Courtesy AgnosticPreachersKid on Wiki Commons
A leaked draft opinion suggests the U.S. Supreme Court ruling in Roe v. Wade may be overturned this summer. That decision, issued in 1973, grants all pregnant individuals the legal right to an abortion. News website Politco uncovered an initial draft of a majority opinion written by Justice Samuel Alito that points to transferring the control of the legality of abortion back to the states.
To fully understand the severity of the impact of overruling Roe v.
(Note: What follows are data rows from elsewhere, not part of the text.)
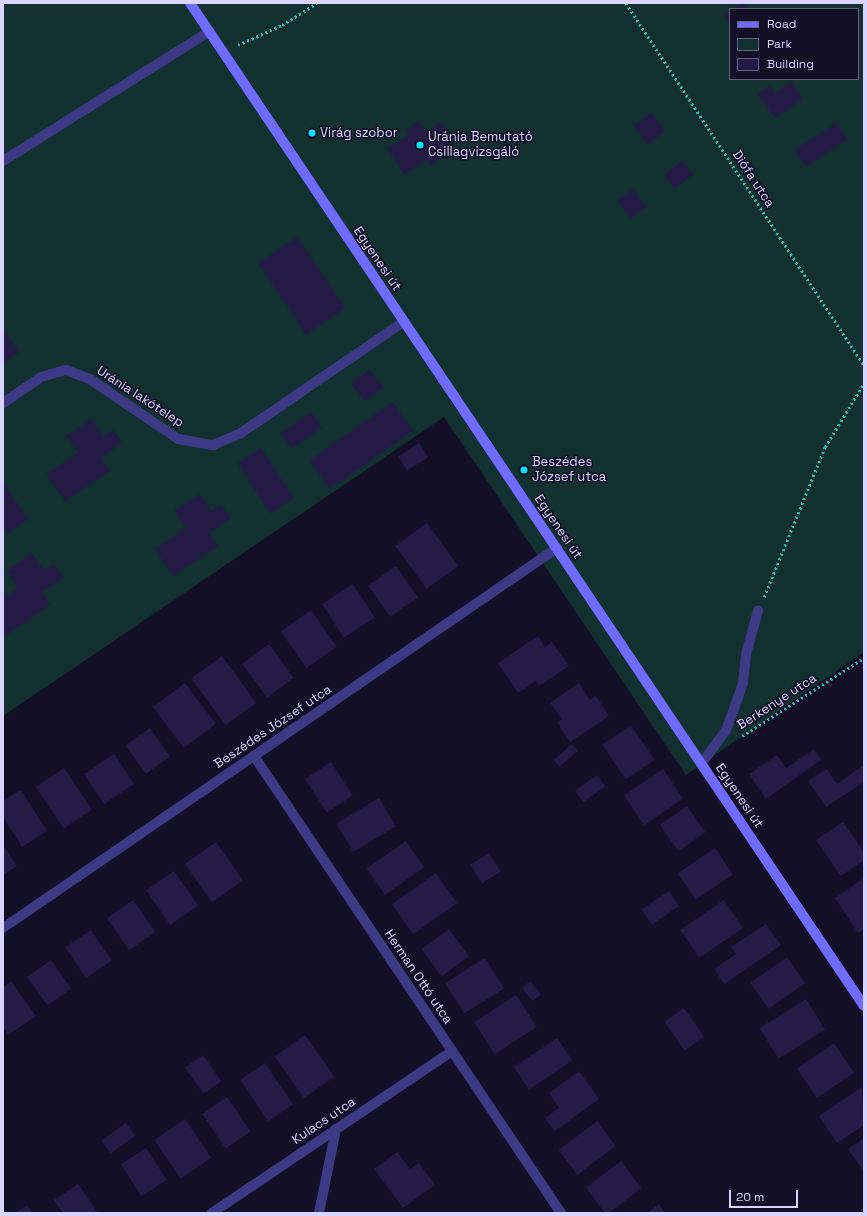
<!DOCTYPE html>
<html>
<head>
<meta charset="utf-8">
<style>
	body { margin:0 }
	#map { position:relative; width:867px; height:1216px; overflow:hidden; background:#130f26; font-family:"Space Grotesk",sans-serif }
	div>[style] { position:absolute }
	.green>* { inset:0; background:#12302f }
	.building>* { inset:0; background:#241b47; transform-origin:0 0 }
	.path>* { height:2.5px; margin-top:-1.25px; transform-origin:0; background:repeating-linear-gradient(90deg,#2fb8b0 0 2px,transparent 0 5px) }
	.lane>* { height:10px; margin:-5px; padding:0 5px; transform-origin:5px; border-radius:5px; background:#3d3a85 }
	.street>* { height:10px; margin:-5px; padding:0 5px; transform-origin:5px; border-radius:5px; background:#3d3a85 }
	.secondary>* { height:10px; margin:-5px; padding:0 5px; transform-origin:5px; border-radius:5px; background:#6f6bff }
	.dots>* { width:11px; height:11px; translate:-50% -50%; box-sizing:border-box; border:2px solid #130f26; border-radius:50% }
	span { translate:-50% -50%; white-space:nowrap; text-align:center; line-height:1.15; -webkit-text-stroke:3px #130f26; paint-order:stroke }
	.poi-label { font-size:13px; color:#d9d4ff }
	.left { translate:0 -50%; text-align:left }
	.street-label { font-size:13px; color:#d9d4ff }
	.frame { position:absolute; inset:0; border:4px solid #d9d4ff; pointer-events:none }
	.legend { position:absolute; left:729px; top:8px; width:130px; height:72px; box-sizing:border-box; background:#130f26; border:1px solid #625e7d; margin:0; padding:5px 7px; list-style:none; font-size:12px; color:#d9d4ff }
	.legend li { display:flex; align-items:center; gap:8px; height:20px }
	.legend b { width:20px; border:1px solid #625e7d }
	.scale { position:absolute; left:729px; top:1190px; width:69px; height:18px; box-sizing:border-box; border:2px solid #d9d4ff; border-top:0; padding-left:5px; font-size:12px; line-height:14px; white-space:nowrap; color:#d9d4ff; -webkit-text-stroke:3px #130f26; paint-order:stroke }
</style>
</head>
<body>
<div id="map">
	<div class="green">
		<i style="clip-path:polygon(evenodd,3px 3px,864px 3px,864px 652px,686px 775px,444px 417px,3px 716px,3px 3px,730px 9px,858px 9px,858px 79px,730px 79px,730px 9px)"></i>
	</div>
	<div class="building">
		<i style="clip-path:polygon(743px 3px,747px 9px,733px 9px,741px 3px)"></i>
		<i style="clip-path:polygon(730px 11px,730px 25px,724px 15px)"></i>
		<i style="clip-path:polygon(791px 82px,803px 99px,775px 118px,758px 94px,770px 86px,775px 93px)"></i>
		<i style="left:652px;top:113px;width:23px;height:22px;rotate:56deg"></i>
		<i style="clip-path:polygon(419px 121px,426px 132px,441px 122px,453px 142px,440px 150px,444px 156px,431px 165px,427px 160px,404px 174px,387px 148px,409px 135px,405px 130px)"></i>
		<i style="left:836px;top:123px;width:20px;height:49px;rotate:57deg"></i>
		<i style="left:683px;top:161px;width:17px;height:23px;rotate:54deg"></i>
		<i style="left:633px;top:189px;width:22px;height:19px;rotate:54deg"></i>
		<i style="left:297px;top:237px;width:86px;height:47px;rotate:56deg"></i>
		<i style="clip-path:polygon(3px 329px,19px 352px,3px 363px)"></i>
		<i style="left:370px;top:370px;width:22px;height:23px;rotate:54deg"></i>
		<i style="left:393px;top:402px;width:35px;height:102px;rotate:55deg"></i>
		<i style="left:311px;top:412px;width:19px;height:37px;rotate:55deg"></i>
		<i style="clip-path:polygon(92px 419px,103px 436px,113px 430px,122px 443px,101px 458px,110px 471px,65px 501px,46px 474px,78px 453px,66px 436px)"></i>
		<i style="left:419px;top:443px;width:17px;height:25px;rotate:57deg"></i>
		<i style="left:261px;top:448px;width:60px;height:28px;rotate:57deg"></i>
		<i style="clip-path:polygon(3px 483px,28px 519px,8px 533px,3px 526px)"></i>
		<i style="clip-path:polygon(200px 494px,211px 511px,221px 505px,231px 518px,209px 533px,218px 546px,173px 576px,155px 549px,186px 528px,174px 511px)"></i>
		<i style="left:427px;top:523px;width:53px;height:39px;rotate:54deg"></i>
		<i style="clip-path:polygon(32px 553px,44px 570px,54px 564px,63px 578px,42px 592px,50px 605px,5px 636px,3px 632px,3px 598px,18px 588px,7px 571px)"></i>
		<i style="left:396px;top:566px;width:38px;height:34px;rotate:55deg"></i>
		<i style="left:353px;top:584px;width:40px;height:37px;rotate:57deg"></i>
		<i style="left:311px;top:610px;width:45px;height:37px;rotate:55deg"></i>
		<i style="clip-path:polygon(538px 636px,545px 647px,552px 642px,569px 666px,539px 686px,536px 681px,518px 693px,498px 663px)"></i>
		<i style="left:269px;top:644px;width:42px;height:33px;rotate:54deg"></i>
		<i style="left:222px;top:656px;width:58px;height:38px;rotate:54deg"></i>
		<i style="left:185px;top:683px;width:51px;height:40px;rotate:53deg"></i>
		<i style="clip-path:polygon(579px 683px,590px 700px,596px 696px,609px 716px,570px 742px,557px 722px,562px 719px,550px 703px)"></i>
		<i style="left:631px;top:725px;width:42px;height:35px;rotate:56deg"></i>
		<i style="left:150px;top:728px;width:35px;height:30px;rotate:55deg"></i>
		<i style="left:572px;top:744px;width:9px;height:24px;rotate:49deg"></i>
		<i style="clip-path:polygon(814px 749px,821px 760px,766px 799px,749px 774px,777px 755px,786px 768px)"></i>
		<i style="left:114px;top:754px;width:36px;height:36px;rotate:56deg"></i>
		<i style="left:331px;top:762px;width:40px;height:31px;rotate:57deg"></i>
		<i style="clip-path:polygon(864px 765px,864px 782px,826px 807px,808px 781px,827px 769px,837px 784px)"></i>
		<i style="left:64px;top:768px;width:50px;height:34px;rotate:56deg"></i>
		<i style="left:663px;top:769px;width:36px;height:47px;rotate:56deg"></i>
		<i style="left:597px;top:775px;width:14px;height:27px;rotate:54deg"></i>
		<i style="clip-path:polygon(21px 790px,47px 831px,22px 847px,3px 817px,3px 801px)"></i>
		<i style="left:379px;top:798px;width:33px;height:50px;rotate:59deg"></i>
		<i style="left:687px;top:806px;width:32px;height:33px;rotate:55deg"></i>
		<i style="clip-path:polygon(843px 822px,864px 852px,864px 860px,841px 876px,816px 840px)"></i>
		<i style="left:406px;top:841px;width:32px;height:48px;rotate:55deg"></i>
		<i style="left:216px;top:842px;width:47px;height:38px;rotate:55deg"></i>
		<i style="clip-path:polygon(3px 845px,17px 866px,3px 875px)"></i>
		<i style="left:715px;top:848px;width:32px;height:45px;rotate:56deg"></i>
		<i style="left:489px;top:853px;width:22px;height:22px;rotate:58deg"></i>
		<i style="left:174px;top:871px;width:42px;height:34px;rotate:55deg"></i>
		<i style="left:436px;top:873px;width:37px;height:54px;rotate:55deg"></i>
		<i style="clip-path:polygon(864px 878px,864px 929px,858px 933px,835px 898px)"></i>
		<i style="left:669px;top:891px;width:18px;height:33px;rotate:56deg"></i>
		<i style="left:133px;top:900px;width:39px;height:32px;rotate:55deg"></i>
		<i style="left:724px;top:900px;width:34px;height:53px;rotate:56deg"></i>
		<i style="clip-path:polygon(766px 924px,781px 945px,724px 984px,714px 969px,736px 954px,731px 947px)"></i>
		<i style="left:449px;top:929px;width:34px;height:34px;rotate:54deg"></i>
		<i style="left:91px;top:930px;width:37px;height:31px;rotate:56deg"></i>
		<i style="left:787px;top:957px;width:32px;height:45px;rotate:55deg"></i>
		<i style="left:485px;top:958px;width:36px;height:47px;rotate:58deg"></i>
		<i style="left:51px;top:960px;width:35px;height:29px;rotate:55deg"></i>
		<i style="clip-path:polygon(11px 981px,36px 1016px,8px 1035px,3px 1027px,3px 987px)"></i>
		<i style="left:530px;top:981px;width:17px;height:11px;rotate:50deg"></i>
		<i style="left:516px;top:995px;width:38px;height:50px;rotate:57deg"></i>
		<i style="left:806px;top:999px;width:36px;height:55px;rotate:58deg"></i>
		<i style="left:684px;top:1008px;width:35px;height:24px;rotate:55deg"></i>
		<i style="left:305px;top:1035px;width:51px;height:37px;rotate:55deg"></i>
		<i style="left:557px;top:1038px;width:27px;height:52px;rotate:56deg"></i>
		<i style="left:834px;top:1043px;width:36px;height:45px;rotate:56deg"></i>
		<i style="left:203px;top:1055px;width:32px;height:22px;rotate:55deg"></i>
		<i style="left:265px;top:1063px;width:50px;height:30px;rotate:56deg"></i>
		<i style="clip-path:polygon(579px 1071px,599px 1099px,555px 1131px,545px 1118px,559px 1108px,549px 1093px)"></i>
		<i style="clip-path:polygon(862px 1087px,864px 1125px,837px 1143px,819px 1116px)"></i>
		<i style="left:227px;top:1097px;width:42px;height:30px;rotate:56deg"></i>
		<i style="left:185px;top:1119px;width:47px;height:37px;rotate:56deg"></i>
		<i style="left:597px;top:1121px;width:31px;height:48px;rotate:53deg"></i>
		<i style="left:126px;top:1123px;width:16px;height:30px;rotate:55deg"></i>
		<i style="clip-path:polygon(864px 1138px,864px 1172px,848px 1149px)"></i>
		<i style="left:146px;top:1148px;width:38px;height:30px;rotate:57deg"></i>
		<i style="clip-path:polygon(397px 1152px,410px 1169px,419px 1163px,435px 1185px,403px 1208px,374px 1169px)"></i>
		<i style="left:621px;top:1161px;width:34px;height:44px;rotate:53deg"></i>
		<i style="clip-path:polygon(78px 1184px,92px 1204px,98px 1213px,63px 1213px,54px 1200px)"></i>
		<i style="clip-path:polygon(659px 1204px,665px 1213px,647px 1213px)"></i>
		<i style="clip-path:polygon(27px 1205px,32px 1213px,15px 1213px)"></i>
	</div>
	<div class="path">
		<i style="left:626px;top:3px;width:433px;rotate:56.7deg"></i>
		<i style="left:238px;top:45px;width:48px;rotate:-24.4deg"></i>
		<i style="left:282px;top:25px;width:41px;rotate:-32.2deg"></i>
		<i style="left:764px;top:597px;width:162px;rotate:-67.9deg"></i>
		<i style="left:825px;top:447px;width:75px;rotate:-58.6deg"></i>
		<i style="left:742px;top:736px;width:145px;rotate:-32.6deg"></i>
	</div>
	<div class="lane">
		<i style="left:3px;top:161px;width:244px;rotate:-32.1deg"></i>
	</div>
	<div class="street">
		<i style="left:3px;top:403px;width:46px;rotate:-34.4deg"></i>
		<i style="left:41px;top:377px;width:26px;rotate:-16deg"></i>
		<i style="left:66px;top:370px;width:26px;rotate:21deg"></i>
		<i style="left:90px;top:379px;width:107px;rotate:34.3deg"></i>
		<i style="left:178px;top:439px;width:36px;rotate:10deg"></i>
		<i style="left:213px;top:445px;width:30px;rotate:-23deg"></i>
		<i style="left:241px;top:433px;width:196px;rotate:-34.4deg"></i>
		<i style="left:254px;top:756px;width:551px;rotate:56.11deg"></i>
		<i style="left:702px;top:763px;width:41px;rotate:-54deg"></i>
		<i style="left:726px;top:730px;width:22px;rotate:-69deg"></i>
		<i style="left:734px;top:709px;width:28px;rotate:-71deg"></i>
		<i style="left:743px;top:683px;width:29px;rotate:-84deg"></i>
		<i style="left:746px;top:654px;width:45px;rotate:-74.4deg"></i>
		<i style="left:3px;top:928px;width:672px;rotate:-34.45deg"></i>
		<i style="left:212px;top:1213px;width:290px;rotate:-34deg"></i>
		<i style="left:319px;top:1213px;width:86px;rotate:-78.6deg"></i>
	</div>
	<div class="secondary">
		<i style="left:190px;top:3px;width:1208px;rotate:56.1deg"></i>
	</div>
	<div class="dots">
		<i style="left:312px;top:133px;background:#00e5ff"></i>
		<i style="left:420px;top:145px;background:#00e5ff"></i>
		<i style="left:524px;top:470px;background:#00e5ff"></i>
	</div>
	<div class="poi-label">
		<span class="left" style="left:320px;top:133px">Virág szobor</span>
		<span class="left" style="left:428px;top:145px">Uránia Bemutató<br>Csillagvizsgáló</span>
		<span class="left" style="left:532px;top:470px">Beszédes<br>József utca</span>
	</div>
	<div class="street-label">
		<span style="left:753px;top:179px;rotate:57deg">Diófa utca</span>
		<span style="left:377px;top:259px;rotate:56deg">Egyenesi út</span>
		<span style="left:140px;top:397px;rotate:33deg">Uránia lakótelep</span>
		<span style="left:558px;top:527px;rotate:56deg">Egyenesi út</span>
		<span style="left:777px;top:702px;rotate:-33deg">Berkenye utca</span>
		<span style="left:273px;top:727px;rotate:-34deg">Beszédes József utca</span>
		<span style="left:739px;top:796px;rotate:56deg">Egyenesi út</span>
		<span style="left:418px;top:977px;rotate:56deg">Herman Ottó utca</span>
		<span style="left:324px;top:1121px;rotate:-34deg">Kulacs utca</span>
	</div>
	<div class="frame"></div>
	<ul class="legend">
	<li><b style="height:5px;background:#6f6bff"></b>Road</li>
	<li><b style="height:11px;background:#12302f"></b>Park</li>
	<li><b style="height:11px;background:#241b47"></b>Building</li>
	</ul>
	<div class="scale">20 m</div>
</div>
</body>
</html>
Wade, one must look at the immediate and long-term impacts that this decision will have on the U.S. as a whole, as well as on a state-by-state basis.
If the Supreme Court’s final decision is similar to the draft that was written in February, the reproductive rights of all women would begin to mirror those of half a century ago. Before Roe v. Wade, it was up to each state to decide whether or not they would allow abortion within their borders. The fight for legalized abortions nationwide resulted in the high court’s ruling in Roe v. Wade, and for the past 49 years, all women in the U.S. have had legal access to abortions, regardless of the state they lived in. That has begun to change, however, with states becoming more and more determined to regulate women’s bodies as much as they can.
The possibility that many states may return to the restrictions they once imposed casts its shadow over women all over the country. “If tonight’s news is true, Michigan’s 1931 state law banning abortion would snap back into effect, making any abortion illegal in our state—even if the mom will die, or if she was raped by a family member,” said Michigan Rep. Elissa Slotkin via Twitter. “My poor mother is turning over in her grave.”
The reality that Roe v. Wade would be thrown out has been foreshadowed over the last year. It is not hard to track the development of these restrictions, which especially became apparent under the presidency of Donald Trump with the appointment of three new Supreme Court justices, all with conservative beliefs. In Sept. of 2021, Texas passed a law banning abortions after six weeks of pregnancy, specifically when the fetus begins to show evidence of cardiac activity. This past April, Florida Governor Ron DeSantis signed an anti-abortion law that will make the procedure illegal after 15 weeks of pregnancy. It is to go into effect in July. Neither of these laws hold exceptions for rape, incest or human trafficking. With these laws building up for the past year, is it really a surprise that other states would begin to regulate reproductive rights on their own, knowing that the high court would make it possible that these laws will withstand legal challenge?
Overturning Roe v. Wade is indicative of the scary reality that these legislative moves in Texas and Florida did not occur in a vacuum; they are something that the representatives in the states are actively backing. And ever since the packing of the Supreme Court with conservative justices under Trump occurred, Roe has been a possible target. To have a Supreme Court that doesn’t believe in Roe and won’t protect it means that conservative states now have the power to regulate as much as they wish, with no rebuttal from legal authorities. The idea that overturning Roe is the first step the country has taken is naive, as there have been steps prior to this leak that have, or at least should have, foreshadowed a scary future for women in America.
Doing away with Roe v. Wade will mark the farthest action the Supreme Court could take in order to restrict reproductive rights. From there, there’s no telling how far the states will go. The infiltration of religion into politics–a clear violation of the supposed secular nature of modern America–could lead to restrictions on birth control and other contraceptives. This possible ban will not even fulfill its intended purpose; it will not decrease the number of abortions, but the number of safe abortions. Women, primarily single women with low incomes, will be forced into horrific situations as they go alone to get unsafe, illegal abortions now that the federal government is no longer protecting them.
What do we do? We aren’t federal government officials; we don’t make laws or vote for or against them. We don’t write Supreme Court opinions or have the ultimate say on whether or not women can keep their rights to their own bodies. It seems as though so much of this decision is out of our hands and only up to the nine human beings who were appointed to the highest court in our nation.
I was so angry when I found out what could happen to women all over the country last week, and as I am still angry, I have found a way to channel it. I researched, and I had honest conversations with other girls in my classes about how they felt. I then thought about how I really felt, and how I wanted to express myself. With so much of this decision in the hands of authorities, making my voice heard seems to be what I must do.